Under the plan, the state aims to book an appointment block every day in Cal State LA and the Oakland Coliseum, according to an email sent to community partners by the director of the Office of Access and Functional Needs of the Governor’s Office. California Emergency Services.

The citations block is only accessible with a specific code, which will change periodically according to use, depending on the email.

The codes are intended to be used by people from communities of color who are eligible for vaccines, including healthcare workers and those 65 and older, but who might otherwise have difficulty getting an appointment.

State officials have been contacted by more than 2,000 community groups interested in participating in the program, according to Cal OES spokesman Brian Ferguson.

But problems with the program emerged early last week, shortly after the codes became available.

Three separate passcodes targeting vulnerable populations in Los Angeles strayed far from their intended recipients, making their way to more prosperous social media and professionals, The Times found. In all cases, the origin of the access codes was not clear. Those who distributed the codes did not appear to be aware that they were intended for the most affected communities. In several cases, people thought they had come across a pilot program that was open to everyone.

A person who shared an access code with The Times on Thursday said several of the person’s otherwise ineligible friends were able to make vaccine appointments on the Cal State LA site using the code. As of Sunday night, several of those people had been vaccinated, said the person who asked not to be identified because he did not want to offend friends who had shared the code. The individual, who is white, described his friends as also white and “in a group where they are very protected.”

Another person who spoke to The Times said they received a screenshot of a message with a seven-digit access code and a link to the My Turn website on Tuesday morning. A doctor friend sent the link for appointments for the COVID-19 vaccine, the original submitter wrote. “Apparently it’s a new testing site that is ‘testing their system’ for a few days before they open appointments for the elderly and infirm, etc. Anyone can register if appointments are available. Give it a try!”

The code worked when a Times reporter tested it Tuesday morning, opening a page through which a person could make an appointment at the newly opened Cal State LA Community Immunization Center. Another individual who spoke to The Times the same day said that he had received the access code from a friend and did not know how the friend had taken possession of it.

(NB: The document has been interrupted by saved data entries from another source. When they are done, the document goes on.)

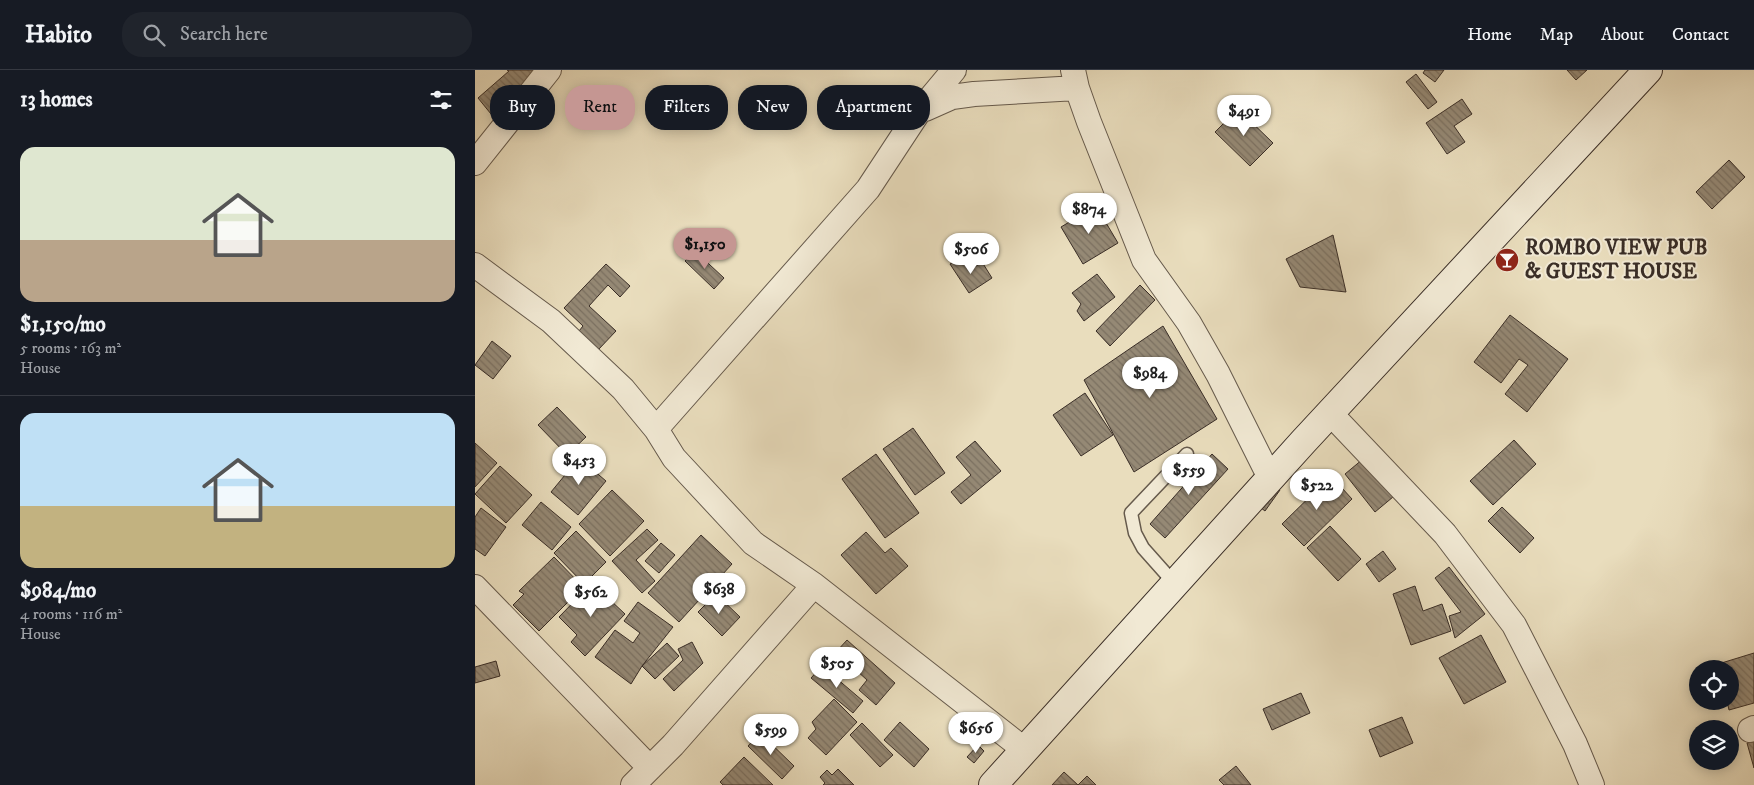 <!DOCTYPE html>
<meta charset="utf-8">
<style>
:root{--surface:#171b24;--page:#20242c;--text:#f1f3f6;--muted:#9ea1a6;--line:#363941;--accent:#c59692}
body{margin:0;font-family:"IM FELL DW Pica",serif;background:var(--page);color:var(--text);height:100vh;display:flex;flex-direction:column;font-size:19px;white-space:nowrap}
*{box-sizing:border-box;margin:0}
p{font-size:16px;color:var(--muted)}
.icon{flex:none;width:28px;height:28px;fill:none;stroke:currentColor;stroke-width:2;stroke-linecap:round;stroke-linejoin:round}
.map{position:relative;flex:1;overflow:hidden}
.details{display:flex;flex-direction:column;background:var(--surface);width:475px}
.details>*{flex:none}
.banner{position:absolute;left:15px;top:15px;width:475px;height:45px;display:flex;gap:10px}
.tools{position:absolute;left:1214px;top:590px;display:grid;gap:10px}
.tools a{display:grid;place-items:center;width:50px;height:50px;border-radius:50%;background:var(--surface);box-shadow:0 2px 12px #0003;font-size:25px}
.price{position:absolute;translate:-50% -42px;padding:0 11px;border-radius:18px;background:#fff;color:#222;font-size:16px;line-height:32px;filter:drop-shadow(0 1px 2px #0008)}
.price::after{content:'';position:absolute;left:50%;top:30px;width:15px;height:11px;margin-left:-8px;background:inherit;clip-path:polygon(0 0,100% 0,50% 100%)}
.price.selected{background:var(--accent);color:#111}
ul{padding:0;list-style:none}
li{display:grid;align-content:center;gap:10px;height:265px;padding:0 20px}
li+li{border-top:1px solid var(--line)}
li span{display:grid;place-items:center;height:155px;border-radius:15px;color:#555}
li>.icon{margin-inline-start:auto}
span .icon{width:90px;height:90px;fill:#fffc;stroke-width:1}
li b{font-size:21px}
h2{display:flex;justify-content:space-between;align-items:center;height:60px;padding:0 20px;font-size:21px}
.chip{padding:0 18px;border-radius:20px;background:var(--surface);box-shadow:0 2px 12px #0003;font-size:18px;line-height:45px}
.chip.selected{background:var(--accent);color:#111}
header{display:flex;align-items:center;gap:30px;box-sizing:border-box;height:70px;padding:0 25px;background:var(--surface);border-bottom:1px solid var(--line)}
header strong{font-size:24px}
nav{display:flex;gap:28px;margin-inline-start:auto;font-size:18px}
.search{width:350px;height:45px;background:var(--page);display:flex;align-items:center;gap:12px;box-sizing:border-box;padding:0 18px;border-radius:20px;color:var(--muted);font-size:19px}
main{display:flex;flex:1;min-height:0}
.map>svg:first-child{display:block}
.building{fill:url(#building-back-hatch);stroke:#3a2e27}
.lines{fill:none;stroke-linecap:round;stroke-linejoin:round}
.lane-casing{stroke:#665a4c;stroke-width:15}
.street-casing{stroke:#665a4c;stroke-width:26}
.secondary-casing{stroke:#3a2e27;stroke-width:30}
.lane{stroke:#f1e9d4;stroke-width:12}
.street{stroke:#f1e9d4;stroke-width:24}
.secondary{stroke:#f1e9d4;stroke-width:28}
.labels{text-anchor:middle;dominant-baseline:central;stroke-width:4;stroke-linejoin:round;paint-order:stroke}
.poi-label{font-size:21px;font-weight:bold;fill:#3a2e27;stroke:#f1e9d4;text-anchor:start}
</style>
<header>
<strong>Habito</strong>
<div class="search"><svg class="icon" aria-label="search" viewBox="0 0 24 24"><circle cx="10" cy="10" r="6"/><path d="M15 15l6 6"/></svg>Search here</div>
<nav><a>Home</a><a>Map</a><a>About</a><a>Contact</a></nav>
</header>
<main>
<section class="details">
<h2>13 homes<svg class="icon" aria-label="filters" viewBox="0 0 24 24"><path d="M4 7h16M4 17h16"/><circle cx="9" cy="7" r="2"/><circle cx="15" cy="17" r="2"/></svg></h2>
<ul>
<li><span style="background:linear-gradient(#dfe7d0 60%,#b9a48a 0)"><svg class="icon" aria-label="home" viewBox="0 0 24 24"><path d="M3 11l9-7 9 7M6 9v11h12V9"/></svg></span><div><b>$1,150/mo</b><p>5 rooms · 163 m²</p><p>House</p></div></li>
<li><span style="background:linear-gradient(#bfe0f5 60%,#c2b280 0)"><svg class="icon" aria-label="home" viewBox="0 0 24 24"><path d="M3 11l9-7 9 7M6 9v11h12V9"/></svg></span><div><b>$984/mo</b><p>4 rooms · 116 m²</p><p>House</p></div></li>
</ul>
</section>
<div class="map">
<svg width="1279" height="715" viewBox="0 0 1279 715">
<defs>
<pattern id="building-back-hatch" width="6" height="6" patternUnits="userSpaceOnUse" patternTransform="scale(1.25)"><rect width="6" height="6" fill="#958975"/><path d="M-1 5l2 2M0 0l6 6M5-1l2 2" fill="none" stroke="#7b7060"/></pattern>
</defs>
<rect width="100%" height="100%" fill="#e9ddbd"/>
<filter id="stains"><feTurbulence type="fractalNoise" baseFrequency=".004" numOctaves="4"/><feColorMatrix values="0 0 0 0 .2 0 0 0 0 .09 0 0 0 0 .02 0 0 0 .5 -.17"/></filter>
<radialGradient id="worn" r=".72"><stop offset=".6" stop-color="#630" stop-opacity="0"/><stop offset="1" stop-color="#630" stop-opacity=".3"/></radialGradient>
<path class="building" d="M32,0H59L63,4L16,44L3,28L34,1Z
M950,0H969L960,12L948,3Z
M1092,0H1112L1101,10Z
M941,4L962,32L953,39L931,12Z
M987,29L997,44L979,56L990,72L972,84L951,53Z
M763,39L798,73L775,96L740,62Z
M1254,90L1270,107L1237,139L1221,122Z
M621,136L643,173L608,194L586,157Z
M858,165L871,222L825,217L811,189Z
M220,181L249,208L239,219L210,191Z
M485,188L494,201L507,192L517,208L494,223L475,194Z
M131,194L155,216L145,227L133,215L114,236L141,261L123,280L104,261L108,256L89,238Z
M622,204L640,227L609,251L602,241L606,234L597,223Z
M665,215L680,230L635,276L621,261Z
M1035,245L1093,289L1052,342L1030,324L1053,295L1044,289L1026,313L999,292Z
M688,256L742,349L659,402L609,310Z
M17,271L36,286L18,309L0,295Z
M610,323L638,365L606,386L578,345Z
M82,337L111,367L92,385L63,355Z
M438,358L470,403L440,425L408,379Z
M1039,370L1061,394L1018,435L995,411Z
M500,371L526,401L486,434L476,422L496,405L481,387Z
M0,373L22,393L0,417Z
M401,384L444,443L410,468L367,409Z
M737,384L753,399L690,468L675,454Z
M104,388L131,411L103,445L76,422Z
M888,389L918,427L900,442L870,404Z
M25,396L57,425L31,453L0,424Z
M856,406L877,429L829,476L807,454Z
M797,414L805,420L790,441L781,434Z
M137,420L169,451L135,486L104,454Z
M66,432L96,457L77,480L47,455Z
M1027,437L1059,468L1045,483L1013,451Z
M6,438L31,457L10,486L0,479V447Z
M855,456L886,489L863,511L832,478Z
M172,459L183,470L161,490L180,511L167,523L137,491Z
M101,461L131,492L109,514L79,483Z
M391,462L410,483L416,478L433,496L401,524L366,485Z
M226,465L257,494L204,552L173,523Z
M186,473L200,485L184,503L170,491Z
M908,481L921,499L904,512L891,494Z
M79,487L108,517L64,561L38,535L49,524L44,521Z
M974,497L1010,544L980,568L974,546L986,542L960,508Z
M117,513L150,544L110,586L96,572L102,565L84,547Z
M940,516L948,541L967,534L976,561L936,575L918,524Z
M241,524L265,547L247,566L223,542Z
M163,532L198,557L167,596L156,614L120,587L140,560L158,573L165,563L149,551Z
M1006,565L1031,612L989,634L964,588Z
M372,570L420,613L401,635L384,620L392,610L361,582Z
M217,572L228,593L199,621L188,609L208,590L203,579Z
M192,573L204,586L180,609L167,596Z
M1279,583V633L1254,640L1252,631H1255V599H1242L1240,595Z
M21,591L25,606L0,613V597Z
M347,596L388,631L378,643L336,608Z
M826,623L835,643L797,660L788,639Z
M359,629L382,652L351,685L333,668L341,659L337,652Z
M927,647L938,673L905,687L894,660Z
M425,652L454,679L439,697L409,670Z
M387,653L418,685L405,697L375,665Z
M285,663L319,696L307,709L273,676Z
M1279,671V698L1272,673Z
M503,675L509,681L499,693L492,687Z
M269,687L298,715H248L245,712Z
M761,696L776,715H749L744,710Z
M363,699L379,715H348L350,713L345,707L352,700L357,705Z
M589,702L603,715H577Z
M612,706L621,715H603Z"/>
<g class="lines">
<g class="lane-casing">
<path id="lane" d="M700,514L668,478L660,463L656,443L712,384"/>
</g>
<g class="street-casing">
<path id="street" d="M598,0L602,18L614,52L669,190L714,253L743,304L795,408
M450,39L477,27L499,24L602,18
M0,93L74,0
M0,195L76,251L148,319L181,359L199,388L278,473L339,515L550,680
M855,343L970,464L1039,555L1100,674L1117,715
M181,359L393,119L443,43L479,0
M0,517L175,698
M1275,660L1279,658
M158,715L198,675L339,515"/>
</g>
<g class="secondary-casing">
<path id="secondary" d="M518,715L828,372L1173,0"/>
</g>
<use href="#lane" class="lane"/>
<use href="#street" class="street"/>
<use href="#secondary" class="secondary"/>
</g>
<defs>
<g id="bar-disc" transform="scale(1.25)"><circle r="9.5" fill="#8f2418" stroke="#f1e9d4"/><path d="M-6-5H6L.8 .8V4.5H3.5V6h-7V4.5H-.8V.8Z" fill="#fff"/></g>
</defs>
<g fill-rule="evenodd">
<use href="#bar-disc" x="1032" y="190"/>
</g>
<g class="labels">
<g class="poi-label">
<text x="1050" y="178">ROMBO VIEW PUB<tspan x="1050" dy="24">&amp; GUEST HOUSE</tspan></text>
</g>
</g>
<rect width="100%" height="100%" filter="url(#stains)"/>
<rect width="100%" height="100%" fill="url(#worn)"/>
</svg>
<div class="tools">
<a><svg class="icon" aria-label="locate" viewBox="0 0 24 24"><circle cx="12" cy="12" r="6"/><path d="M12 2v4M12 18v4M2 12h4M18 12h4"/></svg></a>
<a><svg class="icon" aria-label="layers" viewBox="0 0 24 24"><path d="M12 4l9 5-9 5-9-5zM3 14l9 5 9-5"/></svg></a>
</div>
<b class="price" style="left:769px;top:67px">$491</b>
<b class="price" style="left:614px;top:165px">$874</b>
<b class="price selected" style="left:230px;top:200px">$1,150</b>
<b class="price" style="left:496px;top:205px">$506</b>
<b class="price" style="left:675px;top:329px">$984</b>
<b class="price" style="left:104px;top:416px">$453</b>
<b class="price" style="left:714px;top:426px">$559</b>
<b class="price" style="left:842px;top:441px">$522</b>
<b class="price" style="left:244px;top:545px">$638</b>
<b class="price" style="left:116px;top:548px">$562</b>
<b class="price" style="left:362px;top:619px">$505</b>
<b class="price" style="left:501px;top:684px">$656</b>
<b class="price" style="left:296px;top:686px">$599</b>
<div class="banner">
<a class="chip">Buy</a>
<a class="chip selected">Rent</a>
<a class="chip">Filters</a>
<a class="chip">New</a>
<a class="chip">Apartment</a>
</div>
</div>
</main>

The stated purpose of the access codes is not conveyed anywhere on the My Turn website, nor does the site say that the codes are intended to be used solely by certain groups. Even with a passcode, actual dating spaces are still limited and not always available on the site.

The program’s discontinuation is the latest example of inequity in a pandemic defined by its disproportionate impact on low-income communities of color. The same problems have been reflected in the county’s informal vaccine reservation lines, in which large groups of predominantly white people tend to camp for hours outside a South Los Angeles clinic in hopes of receiving an injection.

Ferguson acknowledged that there were instances of a community group sending the code to its members “in a very well-intentioned way” and that the email was shared more widely with the general public.

“To address that, we have taken steps to ensure that we are auditing, monitoring how codes are used very carefully,” he said, explaining that the program was new and challenges were being addressed.

By Monday night, the codes had spread so rapidly through certain social media that a woman in her 40s who lives near downtown Los Angeles told The Times she had been sent three codes from different people in the last days.

She had refused to make an appointment, but knew several people, whom she described as white and “essential non-workers”, who had been successfully vaccinated using the codes. “Nobody believes they are doing something wrong,” said the woman, who declined to give her name because she did not want to offend those who had shared the code with her.

“Honestly, they have convinced themselves to believe that this is leftovers, that it is a pilot test, open to all.”

Times staff writer John Myers contributed to this report.